Look through the data below and extract, unchanged, the lines from the one that contains "function write(font, color, halo, rows, align" to the one that contains "M 825,134 L 825,183 L 802,148 Z", both included.

*** Information given ***

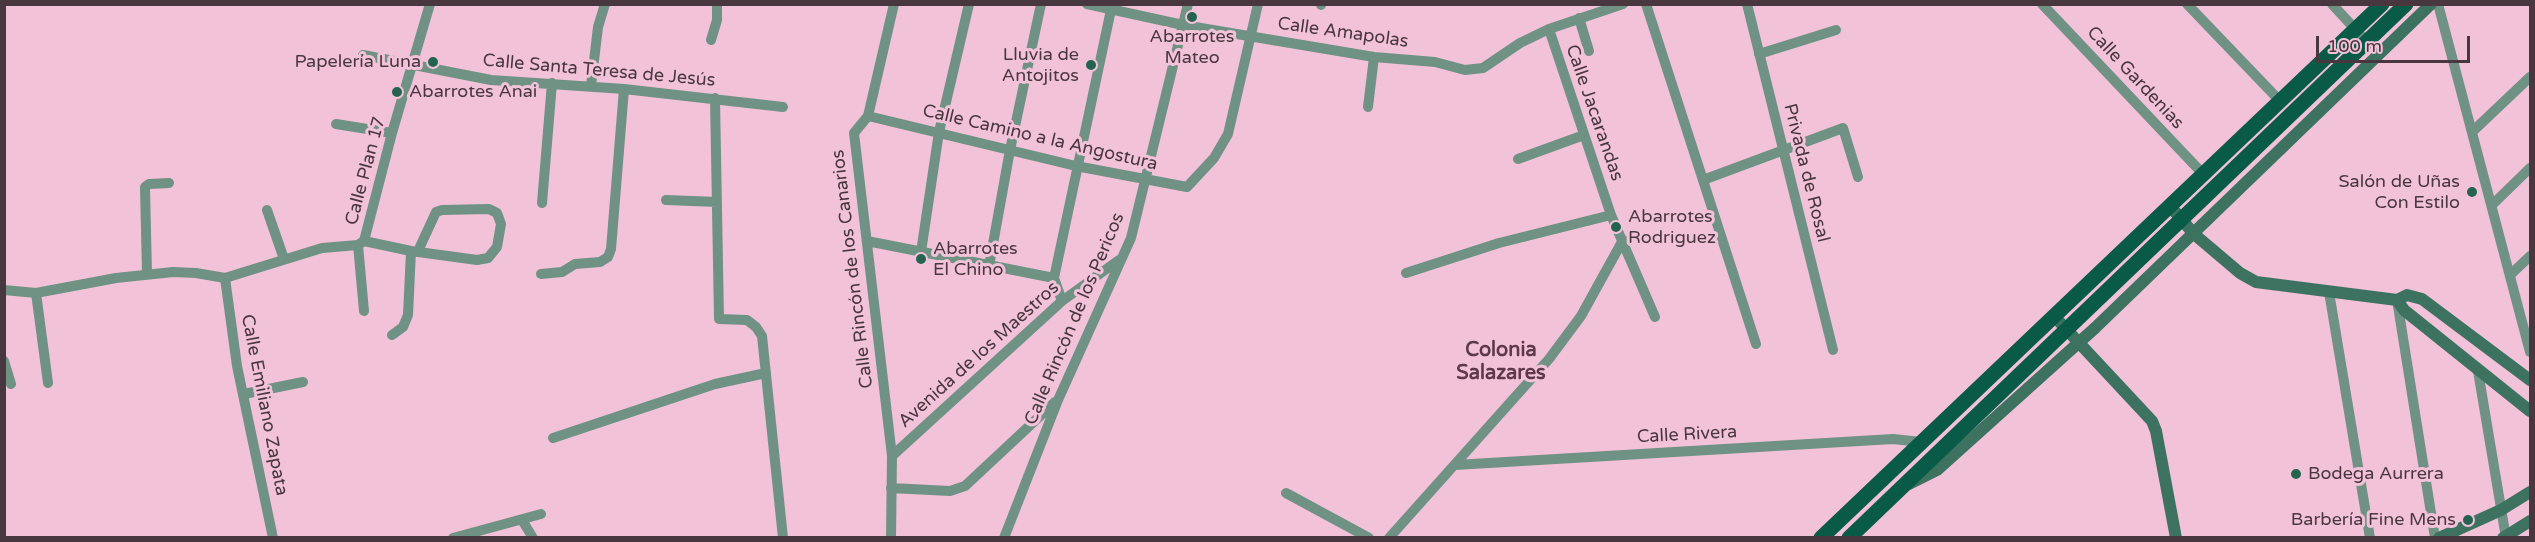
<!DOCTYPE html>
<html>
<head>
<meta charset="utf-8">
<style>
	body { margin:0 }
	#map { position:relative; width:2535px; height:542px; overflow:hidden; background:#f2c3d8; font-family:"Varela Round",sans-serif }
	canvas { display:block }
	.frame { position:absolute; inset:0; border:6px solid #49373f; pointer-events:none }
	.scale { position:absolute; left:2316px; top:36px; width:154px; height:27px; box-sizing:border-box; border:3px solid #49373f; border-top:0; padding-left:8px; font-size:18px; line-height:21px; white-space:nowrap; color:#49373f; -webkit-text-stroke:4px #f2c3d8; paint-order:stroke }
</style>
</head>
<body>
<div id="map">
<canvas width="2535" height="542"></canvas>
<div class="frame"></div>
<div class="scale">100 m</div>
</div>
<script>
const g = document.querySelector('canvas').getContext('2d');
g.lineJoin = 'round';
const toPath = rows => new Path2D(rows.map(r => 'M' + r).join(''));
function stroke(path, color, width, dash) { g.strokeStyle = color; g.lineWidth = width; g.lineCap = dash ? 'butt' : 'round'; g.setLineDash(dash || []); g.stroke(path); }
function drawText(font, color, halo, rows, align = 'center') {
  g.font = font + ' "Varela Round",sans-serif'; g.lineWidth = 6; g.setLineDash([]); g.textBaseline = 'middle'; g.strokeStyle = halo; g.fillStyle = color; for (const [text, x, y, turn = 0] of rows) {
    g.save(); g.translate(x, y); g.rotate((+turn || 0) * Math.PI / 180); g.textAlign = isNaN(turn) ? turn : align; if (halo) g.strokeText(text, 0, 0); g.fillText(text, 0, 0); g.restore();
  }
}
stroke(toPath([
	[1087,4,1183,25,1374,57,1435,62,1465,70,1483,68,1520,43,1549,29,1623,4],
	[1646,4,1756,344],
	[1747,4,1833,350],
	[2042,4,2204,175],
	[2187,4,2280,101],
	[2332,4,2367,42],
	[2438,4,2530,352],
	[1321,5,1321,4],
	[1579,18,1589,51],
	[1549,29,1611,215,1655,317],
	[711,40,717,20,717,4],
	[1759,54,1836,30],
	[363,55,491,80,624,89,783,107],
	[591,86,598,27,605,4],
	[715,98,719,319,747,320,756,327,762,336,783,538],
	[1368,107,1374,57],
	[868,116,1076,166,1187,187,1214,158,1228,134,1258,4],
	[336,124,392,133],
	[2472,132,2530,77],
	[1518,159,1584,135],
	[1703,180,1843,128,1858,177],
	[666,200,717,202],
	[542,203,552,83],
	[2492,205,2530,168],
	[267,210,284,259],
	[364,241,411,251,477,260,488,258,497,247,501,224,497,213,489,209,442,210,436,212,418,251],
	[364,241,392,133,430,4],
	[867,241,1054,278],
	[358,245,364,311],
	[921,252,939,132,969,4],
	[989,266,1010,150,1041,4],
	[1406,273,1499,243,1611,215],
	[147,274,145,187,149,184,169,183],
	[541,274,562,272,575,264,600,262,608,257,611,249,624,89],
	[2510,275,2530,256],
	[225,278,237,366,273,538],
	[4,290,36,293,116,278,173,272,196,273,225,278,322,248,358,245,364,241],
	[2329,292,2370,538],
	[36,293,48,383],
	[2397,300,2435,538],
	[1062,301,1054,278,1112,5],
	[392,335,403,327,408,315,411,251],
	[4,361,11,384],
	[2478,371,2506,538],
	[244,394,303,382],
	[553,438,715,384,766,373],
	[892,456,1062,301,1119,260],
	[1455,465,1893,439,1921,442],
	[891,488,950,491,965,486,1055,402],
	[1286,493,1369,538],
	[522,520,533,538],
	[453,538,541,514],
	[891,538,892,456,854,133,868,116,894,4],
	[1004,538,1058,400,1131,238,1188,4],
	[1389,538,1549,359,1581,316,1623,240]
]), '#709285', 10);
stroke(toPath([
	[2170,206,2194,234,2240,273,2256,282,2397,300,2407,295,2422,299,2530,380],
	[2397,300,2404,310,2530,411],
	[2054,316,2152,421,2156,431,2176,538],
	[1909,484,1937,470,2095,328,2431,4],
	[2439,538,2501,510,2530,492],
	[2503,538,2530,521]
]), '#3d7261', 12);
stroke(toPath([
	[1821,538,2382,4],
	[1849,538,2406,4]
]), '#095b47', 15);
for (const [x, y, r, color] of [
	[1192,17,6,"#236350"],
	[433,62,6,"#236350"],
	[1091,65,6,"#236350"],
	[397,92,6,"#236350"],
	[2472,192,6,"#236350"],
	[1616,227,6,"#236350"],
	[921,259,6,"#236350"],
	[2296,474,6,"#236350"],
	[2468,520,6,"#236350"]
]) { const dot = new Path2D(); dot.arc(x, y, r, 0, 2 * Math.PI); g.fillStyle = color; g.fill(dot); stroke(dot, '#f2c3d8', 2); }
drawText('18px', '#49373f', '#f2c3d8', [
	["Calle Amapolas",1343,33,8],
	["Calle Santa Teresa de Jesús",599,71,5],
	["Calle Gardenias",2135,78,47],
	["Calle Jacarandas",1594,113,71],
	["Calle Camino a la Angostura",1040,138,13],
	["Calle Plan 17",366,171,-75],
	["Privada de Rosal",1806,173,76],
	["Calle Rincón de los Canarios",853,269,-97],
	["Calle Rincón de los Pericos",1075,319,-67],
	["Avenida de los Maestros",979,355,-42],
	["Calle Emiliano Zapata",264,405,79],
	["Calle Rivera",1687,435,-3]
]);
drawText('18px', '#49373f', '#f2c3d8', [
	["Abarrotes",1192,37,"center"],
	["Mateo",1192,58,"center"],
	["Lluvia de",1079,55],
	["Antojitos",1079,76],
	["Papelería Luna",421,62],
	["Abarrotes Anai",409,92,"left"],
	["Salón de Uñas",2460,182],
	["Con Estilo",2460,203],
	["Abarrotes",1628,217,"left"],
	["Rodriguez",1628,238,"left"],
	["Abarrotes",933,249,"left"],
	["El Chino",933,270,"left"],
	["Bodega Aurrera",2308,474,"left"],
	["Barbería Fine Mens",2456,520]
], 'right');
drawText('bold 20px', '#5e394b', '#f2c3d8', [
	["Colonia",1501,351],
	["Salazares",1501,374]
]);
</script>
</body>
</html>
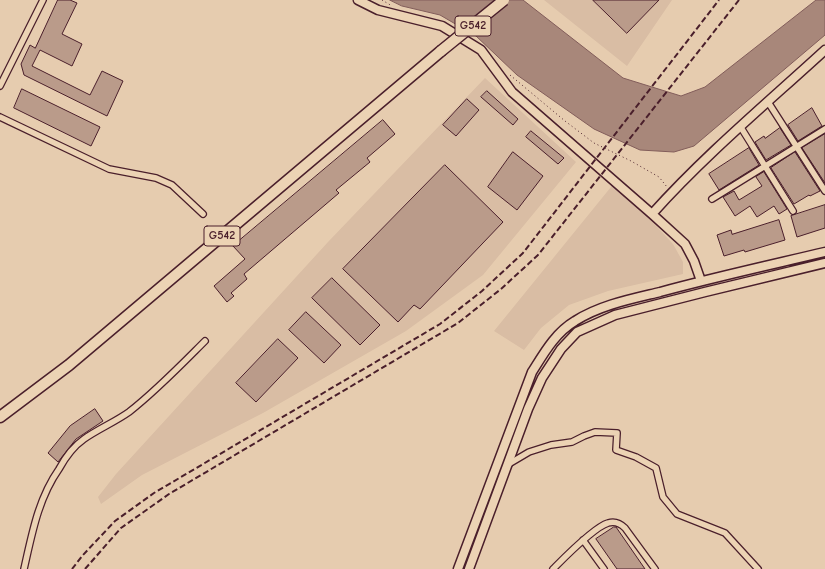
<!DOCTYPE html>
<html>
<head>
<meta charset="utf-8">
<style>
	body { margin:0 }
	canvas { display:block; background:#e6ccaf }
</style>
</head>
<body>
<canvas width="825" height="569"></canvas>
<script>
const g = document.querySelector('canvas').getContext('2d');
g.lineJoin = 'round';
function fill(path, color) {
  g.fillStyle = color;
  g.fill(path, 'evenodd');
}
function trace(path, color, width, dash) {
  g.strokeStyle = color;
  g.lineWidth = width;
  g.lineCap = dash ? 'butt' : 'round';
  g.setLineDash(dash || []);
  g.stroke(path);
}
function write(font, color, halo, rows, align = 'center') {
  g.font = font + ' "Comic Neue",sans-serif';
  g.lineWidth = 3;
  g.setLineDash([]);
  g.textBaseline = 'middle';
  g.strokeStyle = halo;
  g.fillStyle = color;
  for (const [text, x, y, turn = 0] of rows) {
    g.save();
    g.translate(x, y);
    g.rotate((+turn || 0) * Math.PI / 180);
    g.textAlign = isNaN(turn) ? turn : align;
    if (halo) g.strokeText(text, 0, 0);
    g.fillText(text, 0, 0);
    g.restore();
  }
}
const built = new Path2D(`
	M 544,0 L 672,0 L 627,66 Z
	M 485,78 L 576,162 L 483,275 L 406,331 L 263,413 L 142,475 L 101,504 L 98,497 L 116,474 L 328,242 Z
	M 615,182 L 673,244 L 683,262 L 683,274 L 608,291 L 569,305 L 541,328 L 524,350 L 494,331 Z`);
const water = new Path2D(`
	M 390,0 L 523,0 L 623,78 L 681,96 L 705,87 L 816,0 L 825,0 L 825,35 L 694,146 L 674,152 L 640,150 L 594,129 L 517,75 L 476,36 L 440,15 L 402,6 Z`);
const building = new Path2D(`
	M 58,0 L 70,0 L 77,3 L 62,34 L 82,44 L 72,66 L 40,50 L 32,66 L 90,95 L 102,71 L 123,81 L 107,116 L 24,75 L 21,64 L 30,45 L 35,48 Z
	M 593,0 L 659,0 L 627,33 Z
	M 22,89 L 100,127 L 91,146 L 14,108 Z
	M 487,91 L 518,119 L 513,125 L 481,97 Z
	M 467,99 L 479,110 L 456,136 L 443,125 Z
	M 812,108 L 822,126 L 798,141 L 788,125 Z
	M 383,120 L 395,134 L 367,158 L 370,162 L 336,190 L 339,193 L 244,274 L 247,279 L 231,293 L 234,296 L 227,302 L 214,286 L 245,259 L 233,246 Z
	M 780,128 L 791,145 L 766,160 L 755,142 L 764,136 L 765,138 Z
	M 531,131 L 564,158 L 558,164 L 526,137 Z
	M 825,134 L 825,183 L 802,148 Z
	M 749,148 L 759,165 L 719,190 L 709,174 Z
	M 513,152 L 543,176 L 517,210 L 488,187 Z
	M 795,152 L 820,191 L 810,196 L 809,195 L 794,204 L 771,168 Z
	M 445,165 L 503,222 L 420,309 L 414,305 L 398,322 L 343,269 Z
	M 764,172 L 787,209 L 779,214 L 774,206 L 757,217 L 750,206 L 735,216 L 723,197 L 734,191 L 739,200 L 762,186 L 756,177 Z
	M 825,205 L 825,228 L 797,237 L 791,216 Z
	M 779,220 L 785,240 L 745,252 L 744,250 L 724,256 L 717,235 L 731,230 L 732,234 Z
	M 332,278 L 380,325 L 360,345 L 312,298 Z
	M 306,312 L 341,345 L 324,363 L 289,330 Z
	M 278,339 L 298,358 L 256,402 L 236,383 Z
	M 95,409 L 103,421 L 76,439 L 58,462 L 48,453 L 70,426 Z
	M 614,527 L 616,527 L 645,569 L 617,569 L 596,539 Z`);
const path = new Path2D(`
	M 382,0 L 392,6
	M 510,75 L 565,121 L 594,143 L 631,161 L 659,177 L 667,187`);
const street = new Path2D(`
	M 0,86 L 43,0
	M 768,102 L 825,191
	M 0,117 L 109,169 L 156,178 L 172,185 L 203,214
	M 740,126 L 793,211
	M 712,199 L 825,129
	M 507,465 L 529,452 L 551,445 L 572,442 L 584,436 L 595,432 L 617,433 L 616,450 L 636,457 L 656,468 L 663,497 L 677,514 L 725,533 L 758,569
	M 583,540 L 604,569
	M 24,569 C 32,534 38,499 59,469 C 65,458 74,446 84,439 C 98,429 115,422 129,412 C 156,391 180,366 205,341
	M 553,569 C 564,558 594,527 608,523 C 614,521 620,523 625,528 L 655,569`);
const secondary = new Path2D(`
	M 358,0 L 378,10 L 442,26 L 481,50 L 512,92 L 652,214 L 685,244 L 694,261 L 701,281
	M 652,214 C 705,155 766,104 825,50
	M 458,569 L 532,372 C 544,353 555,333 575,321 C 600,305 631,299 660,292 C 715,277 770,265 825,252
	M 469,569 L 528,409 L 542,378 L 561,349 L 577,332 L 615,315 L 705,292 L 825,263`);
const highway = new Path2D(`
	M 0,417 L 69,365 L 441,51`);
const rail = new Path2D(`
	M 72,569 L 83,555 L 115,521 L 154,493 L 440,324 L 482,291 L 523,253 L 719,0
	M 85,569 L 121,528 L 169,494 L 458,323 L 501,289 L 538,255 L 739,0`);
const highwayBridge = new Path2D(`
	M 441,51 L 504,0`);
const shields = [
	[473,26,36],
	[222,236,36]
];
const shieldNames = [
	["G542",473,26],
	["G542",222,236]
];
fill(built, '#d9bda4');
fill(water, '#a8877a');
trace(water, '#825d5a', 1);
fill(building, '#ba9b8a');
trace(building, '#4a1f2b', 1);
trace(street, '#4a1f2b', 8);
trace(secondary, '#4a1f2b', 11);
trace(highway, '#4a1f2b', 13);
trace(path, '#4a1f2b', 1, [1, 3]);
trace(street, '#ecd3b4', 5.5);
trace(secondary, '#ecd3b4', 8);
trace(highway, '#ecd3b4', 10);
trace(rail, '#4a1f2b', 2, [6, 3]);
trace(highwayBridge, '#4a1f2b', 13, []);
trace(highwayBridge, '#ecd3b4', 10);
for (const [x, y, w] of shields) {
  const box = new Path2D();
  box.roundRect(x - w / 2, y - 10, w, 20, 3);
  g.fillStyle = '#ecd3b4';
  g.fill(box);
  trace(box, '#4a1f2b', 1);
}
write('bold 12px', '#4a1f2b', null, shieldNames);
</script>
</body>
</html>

*** End of Information given ***

The answer |
function write(font, color, halo, rows, align = 'center') {
  g.font = font + ' "Comic Neue",sans-serif';
  g.lineWidth = 3;
  g.setLineDash([]);
  g.textBaseline = 'middle';
  g.strokeStyle = halo;
  g.fillStyle = color;
  for (const [text, x, y, turn = 0] of rows) {
    g.save();
    g.translate(x, y);
    g.rotate((+turn || 0) * Math.PI / 180);
    g.textAlign = isNaN(turn) ? turn : align;
    if (halo) g.strokeText(text, 0, 0);
    g.fillText(text, 0, 0);
    g.restore();
  }
}
const built = new Path2D(`
	M 544,0 L 672,0 L 627,66 Z
	M 485,78 L 576,162 L 483,275 L 406,331 L 263,413 L 142,475 L 101,504 L 98,497 L 116,474 L 328,242 Z
	M 615,182 L 673,244 L 683,262 L 683,274 L 608,291 L 569,305 L 541,328 L 524,350 L 494,331 Z`);
const water = new Path2D(`
	M 390,0 L 523,0 L 623,78 L 681,96 L 705,87 L 816,0 L 825,0 L 825,35 L 694,146 L 674,152 L 640,150 L 594,129 L 517,75 L 476,36 L 440,15 L 402,6 Z`);
const building = new Path2D(`
	M 58,0 L 70,0 L 77,3 L 62,34 L 82,44 L 72,66 L 40,50 L 32,66 L 90,95 L 102,71 L 123,81 L 107,116 L 24,75 L 21,64 L 30,45 L 35,48 Z
	M 593,0 L 659,0 L 627,33 Z
	M 22,89 L 100,127 L 91,146 L 14,108 Z
	M 487,91 L 518,119 L 513,125 L 481,97 Z
	M 467,99 L 479,110 L 456,136 L 443,125 Z
	M 812,108 L 822,126 L 798,141 L 788,125 Z
	M 383,120 L 395,134 L 367,158 L 370,162 L 336,190 L 339,193 L 244,274 L 247,279 L 231,293 L 234,296 L 227,302 L 214,286 L 245,259 L 233,246 Z
	M 780,128 L 791,145 L 766,160 L 755,142 L 764,136 L 765,138 Z
	M 531,131 L 564,158 L 558,164 L 526,137 Z
	M 825,134 L 825,183 L 802,148 Z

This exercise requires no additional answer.